Soll CardLink jetzt durch PoPP ersetzt werden?
02.03.2026 Kooperationspartner
Kurze Antwort: Nein, aber Vorbereitung auf den Übergang ist ratsam. Im Folgenden eine Zusammenfassung eines Artikels unseres Förderpartners Akquinet.

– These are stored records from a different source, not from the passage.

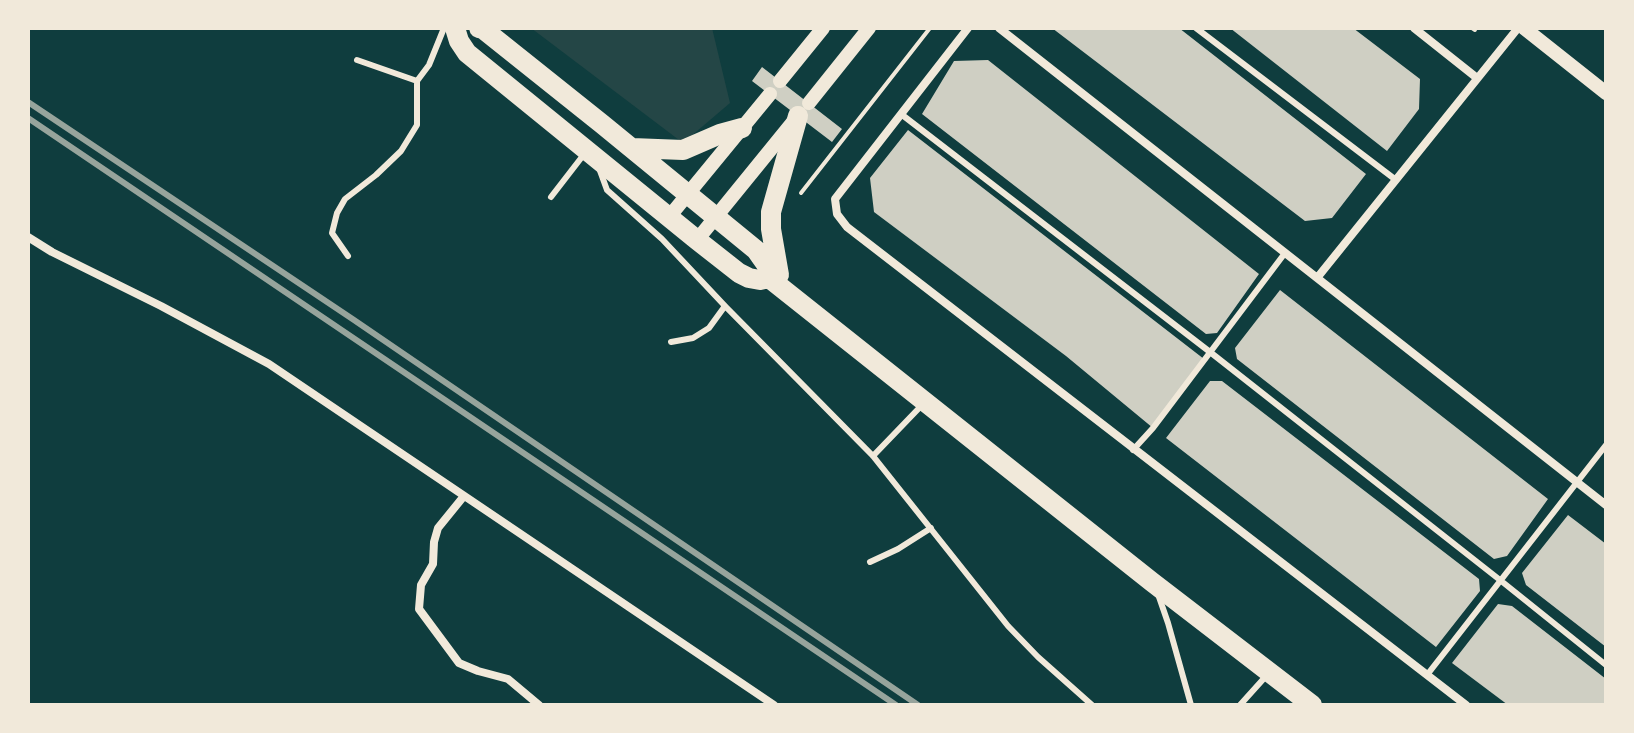 <!DOCTYPE html>
<style>
body{margin:0}
#map{position:relative;width:1634px;height:733px;overflow:hidden;background:#0f3d3e;font-family:"Roboto Condensed",sans-serif}
canvas{display:block}
.frame{position:absolute;inset:0;border:30px solid #f1e9da;pointer-events:none}
</style>
<div id="map">
<canvas width="1634" height="733"></canvas>
<div class="frame"></div>
</div>
<script>
const ctx = document.querySelector('canvas').getContext('2d');
ctx.lineJoin = 'round';
function paint(path, color) {
  ctx.fillStyle = color;
  ctx.fill(path, 'evenodd');
}
function toPath(rows) {
  const path = new Path2D();
  for (const r of rows) {
    path.moveTo(r[0], r[1]);
    for (let i = 2; i < r.length; i += 2) path.lineTo(r[i], r[i + 1]);
  }
  return path;
}
function stroke(path, color, width, dash) {
  ctx.strokeStyle = color;
  ctx.lineWidth = width;
  ctx.lineCap = dash ? 'butt' : 'round';
  ctx.setLineDash(dash || []);
  ctx.stroke(path);
}
paint(toPath([
 [531,28,712,28,730,103,683,143]
]), '#244646');
paint(toPath([
 [1052,28,1179,28,1366,174,1332,218,1305,221],
 [1230,28,1353,28,1420,79,1419,109,1387,151],
 [988,60,1259,274,1217,333,1206,334,922,114,954,61],
 [762,67,842,129,832,142,752,81],
 [908,130,1204,359,1153,428,1066,356,874,212,870,178],
 [1280,290,1548,499,1507,556,1494,559,1237,359,1235,348],
 [1210,381,1222,381,1479,579,1480,591,1436,647,1166,438],
 [1568,515,1606,544,1606,647,1526,585,1522,573],
 [1498,604,1512,606,1606,679,1606,705,1508,705,1452,663]
]), '#cfcfc3');
stroke(toPath([
 [1472,28,1475,30],
 [801,193,930,28]
]), '#f1e9da', 4);
stroke(toPath([
 [1196,28,1396,180],
 [357,60,417,81],
 [901,114,1210,352,1500,580,1606,665],
 [599,168,607,190,662,239,725,306,873,456,1008,626,1038,657,1092,705],
 [551,197,585,153],
 [348,256,332,233,337,213,345,199,376,175,401,151,417,125,417,81,429,65,444,28],
 [671,342,693,338,709,328,725,306],
 [1133,450,1153,428,1285,253],
 [873,456,923,404],
 [870,562,898,549,931,528],
 [1158,594,1168,623,1191,705],
 [1427,675,1606,445],
 [1240,705,1267,675]
]), '#f1e9da', 6);
stroke(toPath([
 [968,28,835,199,837,214,847,227,1466,705],
 [999,28,1606,505],
 [1414,28,1477,78],
 [28,237,52,252,161,306,269,364,774,705],
 [1317,278,1518,28],
 [464,496,438,528,434,542,433,564,421,585,419,609,459,663,478,671,508,679,539,705]
]), '#f1e9da', 8);
stroke(toPath([
 [1524,28,1606,93],
 [780,81,823,28],
 [809,103,869,28],
 [669,217,770,94],
 [697,240,793,122]
]), '#f1e9da', 14);
stroke(toPath([
 [455,28,459,41,467,53,697,240,739,273,749,278,760,280,769,278,1152,582,1312,705],
 [479,28,483,29,602,124,756,250,768,267,769,278],
 [632,148,683,150,720,134,742,128],
 [779,275,771,229,771,212,798,116]
]), '#f1e9da', 20);
stroke(toPath([
 [28,102,354,320,918,705],
 [28,118,896,705]
]), '#97a49c', 6);
</script>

Torsten Fink von der akquinet tech@spree, hat mit seinen Kollegen für die gematik die Zero Trust Umgebung entwickelt. Er berichtet in einem Blog-Beitrag über den aktuellen Stand (Ende Februar 2026). Hier die Fakten in aller Kürze:
PoPP (Proof-of-Patient-Presence): Neuer Service der Telematikinfrastruktur 2.0 (TI-2.0), der digitale Gesundheitsdienste auch ohne physische eGK-Nutzung über Kartenterminals ermöglicht. Ziel ist eine flexiblere, sicherere Nutzung durch Zero-Trust-Architektur (ZETA). Ab 2026 schrittweise Einführung, zunächst für VSDM 2.0 (Versichertenstammdatenmanagement). Später auch für NFC-Smartphones und die neue GesundheitsID.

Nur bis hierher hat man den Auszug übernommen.